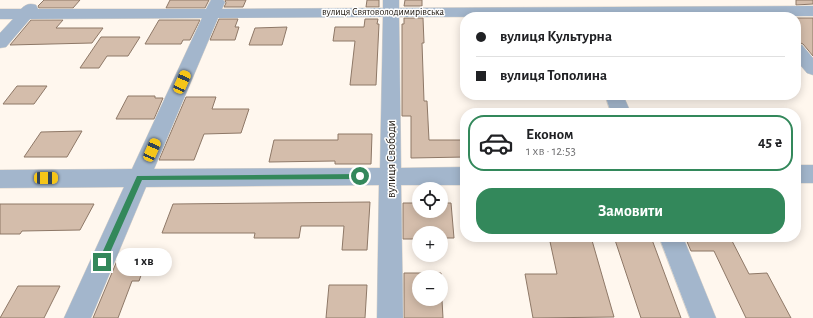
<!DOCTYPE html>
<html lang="uk">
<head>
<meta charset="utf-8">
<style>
  :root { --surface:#fff; --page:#f6f6f6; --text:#202124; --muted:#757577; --line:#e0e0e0; --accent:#33885b }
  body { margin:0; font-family:"Alegreya Sans",sans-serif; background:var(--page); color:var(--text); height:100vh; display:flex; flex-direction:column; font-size:15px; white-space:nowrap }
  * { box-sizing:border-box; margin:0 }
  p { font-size:13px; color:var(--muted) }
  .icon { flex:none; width:22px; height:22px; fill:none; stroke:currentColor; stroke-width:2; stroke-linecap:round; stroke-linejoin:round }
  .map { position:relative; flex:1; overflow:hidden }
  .drawer { position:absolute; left:460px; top:108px; width:341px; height:134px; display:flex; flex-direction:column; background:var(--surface); border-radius:16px; box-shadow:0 2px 10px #0003 }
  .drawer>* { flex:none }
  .top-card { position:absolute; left:460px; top:12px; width:341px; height:88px; border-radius:16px; box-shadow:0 2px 10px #0003; display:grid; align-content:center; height:88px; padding:0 16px; background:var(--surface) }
  .tools { position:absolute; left:412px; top:182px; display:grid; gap:8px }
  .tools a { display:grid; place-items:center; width:36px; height:36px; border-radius:50%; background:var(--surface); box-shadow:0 2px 10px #0003; font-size:20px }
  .end { position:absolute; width:18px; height:18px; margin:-9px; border:5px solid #33885b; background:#fff; box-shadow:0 0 0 2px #fff }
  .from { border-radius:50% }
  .bubble { position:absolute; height:28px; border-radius:14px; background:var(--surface); box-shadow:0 2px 10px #0003; font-size:13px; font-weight:600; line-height:28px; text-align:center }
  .car { position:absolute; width:12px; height:24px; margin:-12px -6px; border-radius:5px; box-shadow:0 0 3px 1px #0007; background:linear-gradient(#f5c518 24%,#345 0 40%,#f5c518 0 76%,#345 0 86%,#f5c518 0) }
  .top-card b { display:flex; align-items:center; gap:14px; height:38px; font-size:15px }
  .top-card b+b { border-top:1px solid var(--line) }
  .top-card i { width:10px; height:10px; background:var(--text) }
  ul { padding:7px 0 0; list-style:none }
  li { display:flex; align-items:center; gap:12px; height:56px; margin:0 8px 6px; padding:0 8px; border:2px solid var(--line); border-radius:16px }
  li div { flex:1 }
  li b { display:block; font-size:15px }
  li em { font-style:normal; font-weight:600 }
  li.on { border-color:var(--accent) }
  li>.icon { width:36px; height:36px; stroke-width:1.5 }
  .button { display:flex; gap:8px; margin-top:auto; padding:8px 16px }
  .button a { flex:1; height:46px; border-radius:16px; background:var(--accent); color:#fff; font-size:16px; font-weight:600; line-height:46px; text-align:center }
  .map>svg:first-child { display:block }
  .building { fill:#d4bdab; stroke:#8e7867 }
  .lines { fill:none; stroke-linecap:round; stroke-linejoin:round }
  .minor-casing { stroke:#dad3ca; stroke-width:1 }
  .minor { fill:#a3b6cc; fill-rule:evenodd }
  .route { fill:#33885b }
  .labels { text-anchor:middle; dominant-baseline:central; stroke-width:3; stroke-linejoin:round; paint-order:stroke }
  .far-street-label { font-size:10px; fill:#1a130c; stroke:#fff }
  .street-label { font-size:12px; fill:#1a130c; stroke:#fff }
</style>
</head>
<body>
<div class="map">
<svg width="813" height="318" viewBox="0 0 813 318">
  <rect width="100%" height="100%" fill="#fff7ee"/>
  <g class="building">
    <path d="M44 0H80L73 8H39L38 6Z"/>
    <path d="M170 0H209L205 8H166Z"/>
    <path d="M225 0H246L243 7H224L226 3Z"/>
    <path d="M367 0H379V7H366Z"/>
    <path d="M405 0H422V6H404Z"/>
    <path d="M796 0H813V4L796 5Z"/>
    <path d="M404 18H423L424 43H422L424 101H427L429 140H465V157L411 158V116H402V24H404Z"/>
    <path d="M796 18H813V56L803 44 796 41Z"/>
    <path d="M219 19H238L235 27H239L235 40H210Z"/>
    <path d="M365 19H378L377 24H379L376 85H350L355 41H333L335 27H364Z"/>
    <path d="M31 20H63L56 28H103L92 43 10 45Z"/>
    <path d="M159 20H200L190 40H183L181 44H145Z"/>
    <path d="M287 27 282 45H249L255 28Z"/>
    <path d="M101 37H140L128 56H107L99 68H80Z"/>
    <path d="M17 86H47L34 104H3Z"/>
    <path d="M128 96H155V98H163L154 119H116Z"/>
    <path d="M186 97H216L212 109H249L241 133 204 134 194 160H159Z"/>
    <path d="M82 131 67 157H24L41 132Z"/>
    <path d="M338 134H372L371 164H335V161L269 162 274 140H338Z"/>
    <path d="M370 202 367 250H342L344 226H301L299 238H254L255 233H162L173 204Z"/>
    <path d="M403 203H419V211H441V203H451L454 238H441V233H419V239H403Z"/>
    <path d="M0 204H94L80 230 22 231 20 234H0Z"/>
    <path d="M549 237H591L614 317 533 318 525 274H557Z"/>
    <path d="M614 237H651L681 318H641Z"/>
    <path d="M685 237H730L749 274 767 273 791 318H746L714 251H691Z"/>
    <path d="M119 256H148L139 281H132L118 318H93Z"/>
    <path d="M404 273H441V277H419V299H441V282L443 318H404Z"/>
    <path d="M329 285H367L365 318H326Z"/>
    <path d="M18 286H60L44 318H0Z"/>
  </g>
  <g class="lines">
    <g class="minor-casing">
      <g id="minor">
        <path d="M211 0H223L225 2 222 9 383 8V0H399V8L813 6V16L399 17 401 168 465 167V185H401L403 318H377L379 185 146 187 91 318H64L124 187 0 188V170L132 169 202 18 30 19 6 47 0 48V33L13 19H0V9H21C26 4 30 3 36 5L38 9H206ZM383 17 380 168 154 169 218 18Z"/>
        <path d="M796 44 802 45 813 58V75L807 73 796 60Z"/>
        <path d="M605 95H623L631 113H611Z"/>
        <rect x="796" y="165" width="17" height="18"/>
        <path d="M659 237H683L716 318H690Z"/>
      </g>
    </g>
    <use href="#minor" class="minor"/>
  </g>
  <path class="route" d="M360 174 363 176 360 179 142 180 105 264 102 265 98 262 137 176Z"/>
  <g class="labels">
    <g class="far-street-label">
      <text x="383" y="12">вулиця Святоволодимирівська</text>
    </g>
    <g class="street-label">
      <text transform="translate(391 159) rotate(-90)">вулиця Свободи</text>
    </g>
  </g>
</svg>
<div class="tools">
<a><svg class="icon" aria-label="locate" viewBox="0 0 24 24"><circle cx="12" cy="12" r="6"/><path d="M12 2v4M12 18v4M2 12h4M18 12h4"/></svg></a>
<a>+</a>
<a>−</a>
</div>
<i class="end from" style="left:360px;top:176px"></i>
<i class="end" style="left:102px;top:262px"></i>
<div class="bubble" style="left:116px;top:248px;width:56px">1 хв</div>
<i class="car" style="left:182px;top:82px;rotate:24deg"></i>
<i class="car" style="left:152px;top:150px;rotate:24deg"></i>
<i class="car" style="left:46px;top:178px;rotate:90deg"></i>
<div class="top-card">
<b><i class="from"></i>вулиця Культурна</b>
<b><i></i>вулиця Тополина</b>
</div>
<section class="drawer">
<ul>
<li class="on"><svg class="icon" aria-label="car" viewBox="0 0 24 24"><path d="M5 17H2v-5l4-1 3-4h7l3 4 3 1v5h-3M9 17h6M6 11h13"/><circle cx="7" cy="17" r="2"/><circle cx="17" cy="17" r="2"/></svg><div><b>Економ</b><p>1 хв · 12:53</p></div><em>45 ₴</em></li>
</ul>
<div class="button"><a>Замовити</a></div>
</section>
</div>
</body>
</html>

..........

## Aim of the exercise
Begin with the first line of the records and repeat every line up to the one with "position:absolute; width:12px; height:24px;", counting that line too. Pictures are not part of the copy.

## Result
<!DOCTYPE html>
<html lang="uk">
<head>
<meta charset="utf-8">
<style>
  :root { --surface:#fff; --page:#f6f6f6; --text:#202124; --muted:#757577; --line:#e0e0e0; --accent:#33885b }
  body { margin:0; font-family:"Alegreya Sans",sans-serif; background:var(--page); color:var(--text); height:100vh; display:flex; flex-direction:column; font-size:15px; white-space:nowrap }
  * { box-sizing:border-box; margin:0 }
  p { font-size:13px; color:var(--muted) }
  .icon { flex:none; width:22px; height:22px; fill:none; stroke:currentColor; stroke-width:2; stroke-linecap:round; stroke-linejoin:round }
  .map { position:relative; flex:1; overflow:hidden }
  .drawer { position:absolute; left:460px; top:108px; width:341px; height:134px; display:flex; flex-direction:column; background:var(--surface); border-radius:16px; box-shadow:0 2px 10px #0003 }
  .drawer>* { flex:none }
  .top-card { position:absolute; left:460px; top:12px; width:341px; height:88px; border-radius:16px; box-shadow:0 2px 10px #0003; display:grid; align-content:center; height:88px; padding:0 16px; background:var(--surface) }
  .tools { position:absolute; left:412px; top:182px; display:grid; gap:8px }
  .tools a { display:grid; place-items:center; width:36px; height:36px; border-radius:50%; background:var(--surface); box-shadow:0 2px 10px #0003; font-size:20px }
  .end { position:absolute; width:18px; height:18px; margin:-9px; border:5px solid #33885b; background:#fff; box-shadow:0 0 0 2px #fff }
  .from { border-radius:50% }
  .bubble { position:absolute; height:28px; border-radius:14px; background:var(--surface); box-shadow:0 2px 10px #0003; font-size:13px; font-weight:600; line-height:28px; text-align:center }
  .car { position:absolute; width:12px; height:24px; margin:-12px -6px; border-radius:5px; box-shadow:0 0 3px 1px #0007; background:linear-gradient(#f5c518 24%,#345 0 40%,#f5c518 0 76%,#345 0 86%,#f5c518 0) }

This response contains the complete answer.